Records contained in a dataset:

-------------------------

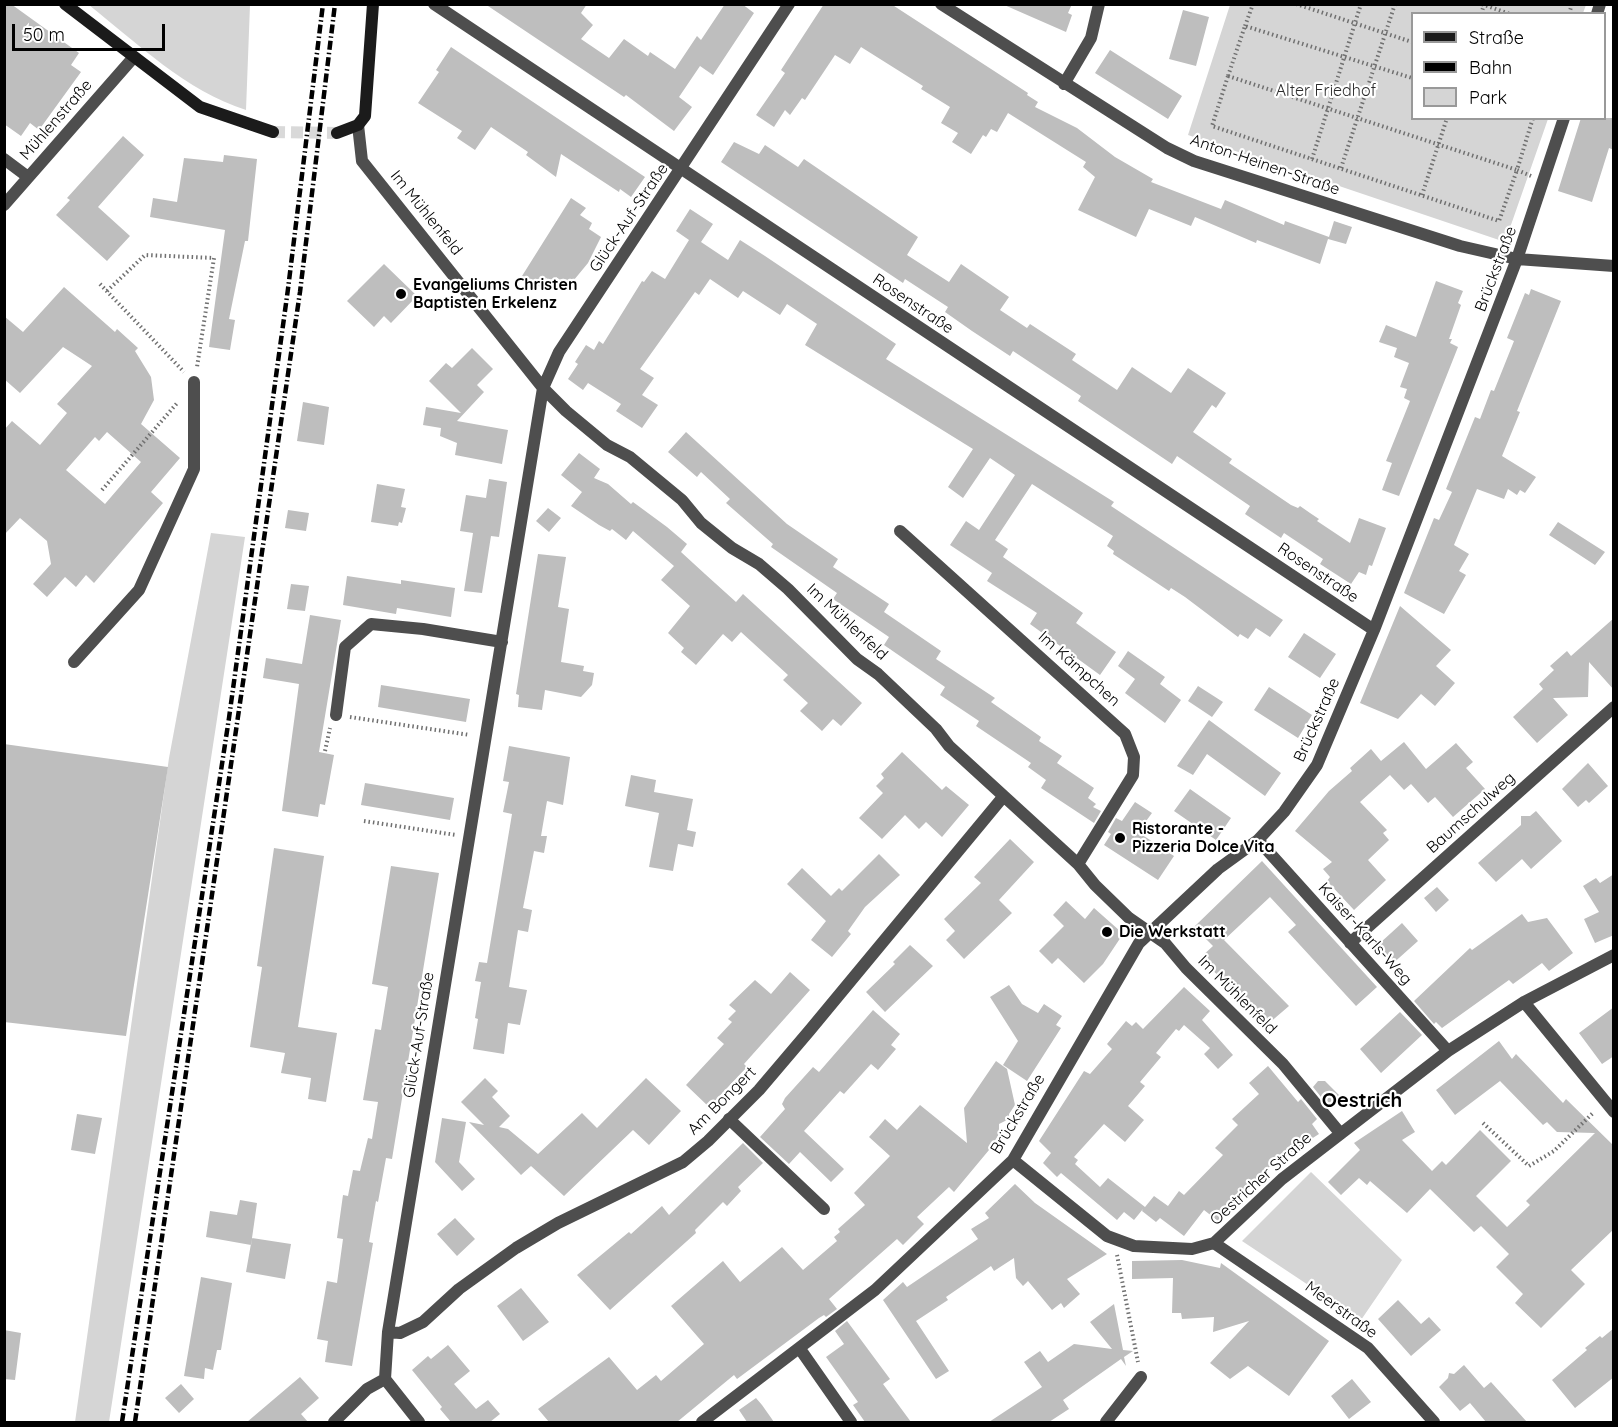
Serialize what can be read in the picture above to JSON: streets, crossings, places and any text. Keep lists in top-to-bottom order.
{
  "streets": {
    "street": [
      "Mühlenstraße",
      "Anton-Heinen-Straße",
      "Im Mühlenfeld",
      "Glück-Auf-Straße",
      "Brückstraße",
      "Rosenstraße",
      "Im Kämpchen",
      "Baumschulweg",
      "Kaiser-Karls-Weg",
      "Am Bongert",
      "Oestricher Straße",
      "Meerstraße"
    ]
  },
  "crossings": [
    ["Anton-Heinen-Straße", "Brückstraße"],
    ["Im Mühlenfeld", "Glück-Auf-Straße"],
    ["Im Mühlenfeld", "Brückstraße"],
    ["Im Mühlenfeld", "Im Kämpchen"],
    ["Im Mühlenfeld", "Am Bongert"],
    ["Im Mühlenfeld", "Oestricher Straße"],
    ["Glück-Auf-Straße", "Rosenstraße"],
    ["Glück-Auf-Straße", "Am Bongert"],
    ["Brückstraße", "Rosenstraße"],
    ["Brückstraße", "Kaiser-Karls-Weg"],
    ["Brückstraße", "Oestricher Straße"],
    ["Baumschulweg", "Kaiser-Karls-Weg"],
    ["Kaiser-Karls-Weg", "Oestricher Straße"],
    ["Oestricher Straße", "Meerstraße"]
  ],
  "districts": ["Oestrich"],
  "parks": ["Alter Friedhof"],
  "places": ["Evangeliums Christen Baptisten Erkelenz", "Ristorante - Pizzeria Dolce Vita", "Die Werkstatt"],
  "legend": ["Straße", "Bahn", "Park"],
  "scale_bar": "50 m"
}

-------------------------

**Exercise requirements:** Your copy should hold each line above exactly and no pictures at all.

**Your response:**
Serialize what can be read in the picture above to JSON: streets, crossings, places and any text. Keep lists in top-to-bottom order.
{
  "streets": {
    "street": [
      "Mühlenstraße",
      "Anton-Heinen-Straße",
      "Im Mühlenfeld",
      "Glück-Auf-Straße",
      "Brückstraße",
      "Rosenstraße",
      "Im Kämpchen",
      "Baumschulweg",
      "Kaiser-Karls-Weg",
      "Am Bongert",
      "Oestricher Straße",
      "Meerstraße"
    ]
  },
  "crossings": [
    ["Anton-Heinen-Straße", "Brückstraße"],
    ["Im Mühlenfeld", "Glück-Auf-Straße"],
    ["Im Mühlenfeld", "Brückstraße"],
    ["Im Mühlenfeld", "Im Kämpchen"],
    ["Im Mühlenfeld", "Am Bongert"],
    ["Im Mühlenfeld", "Oestricher Straße"],
    ["Glück-Auf-Straße", "Rosenstraße"],
    ["Glück-Auf-Straße", "Am Bongert"],
    ["Brückstraße", "Rosenstraße"],
    ["Brückstraße", "Kaiser-Karls-Weg"],
    ["Brückstraße", "Oestricher Straße"],
    ["Baumschulweg", "Kaiser-Karls-Weg"],
    ["Kaiser-Karls-Weg", "Oestricher Straße"],
    ["Oestricher Straße", "Meerstraße"]
  ],
  "districts": ["Oestrich"],
  "parks": ["Alter Friedhof"],
  "places": ["Evangeliums Christen Baptisten Erkelenz", "Ristorante - Pizzeria Dolce Vita", "Die Werkstatt"],
  "legend": ["Straße", "Bahn", "Park"],
  "scale_bar": "50 m"
}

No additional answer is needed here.